EXERCISE INSTRUCTIONS
Repeat, please, only the lines from the top of the data down to the line with "Input: one rendered map. Extract"; include both of those lines.

DATA TO PROCESS
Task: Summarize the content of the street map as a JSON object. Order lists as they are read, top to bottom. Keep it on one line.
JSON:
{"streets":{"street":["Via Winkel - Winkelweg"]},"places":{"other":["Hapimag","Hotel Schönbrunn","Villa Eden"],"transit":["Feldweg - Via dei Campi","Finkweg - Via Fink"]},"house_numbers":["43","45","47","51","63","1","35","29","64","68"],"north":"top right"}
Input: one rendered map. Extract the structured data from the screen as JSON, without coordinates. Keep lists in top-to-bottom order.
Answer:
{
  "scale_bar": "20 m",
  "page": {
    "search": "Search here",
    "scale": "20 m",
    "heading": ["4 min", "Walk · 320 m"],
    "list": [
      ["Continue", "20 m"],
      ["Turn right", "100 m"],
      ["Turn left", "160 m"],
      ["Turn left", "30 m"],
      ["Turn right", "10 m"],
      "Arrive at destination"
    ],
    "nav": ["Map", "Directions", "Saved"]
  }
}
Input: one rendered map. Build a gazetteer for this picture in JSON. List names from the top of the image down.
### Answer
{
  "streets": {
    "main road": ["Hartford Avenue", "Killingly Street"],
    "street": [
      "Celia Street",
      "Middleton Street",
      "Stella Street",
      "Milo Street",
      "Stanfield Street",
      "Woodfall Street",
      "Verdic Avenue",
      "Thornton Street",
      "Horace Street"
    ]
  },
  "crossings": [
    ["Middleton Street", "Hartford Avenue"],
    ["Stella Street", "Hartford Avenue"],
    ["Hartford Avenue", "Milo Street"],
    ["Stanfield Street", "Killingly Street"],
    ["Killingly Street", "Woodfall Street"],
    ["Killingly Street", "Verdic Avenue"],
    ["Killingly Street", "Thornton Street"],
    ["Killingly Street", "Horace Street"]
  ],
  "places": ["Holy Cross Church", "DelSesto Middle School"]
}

TASK OUTPUT
Task: Summarize the content of the street map as a JSON object. Order lists as they are read, top to bottom. Keep it on one line.
JSON:
{"streets":{"street":["Via Winkel - Winkelweg"]},"places":{"other":["Hapimag","Hotel Schönbrunn","Villa Eden"],"transit":["Feldweg - Via dei Campi","Finkweg - Via Fink"]},"house_numbers":["43","45","47","51","63","1","35","29","64","68"],"north":"top right"}
Input: one rendered map. Extract the structured data from the screen as JSON, without coordinates. Keep lists in top-to-bottom order.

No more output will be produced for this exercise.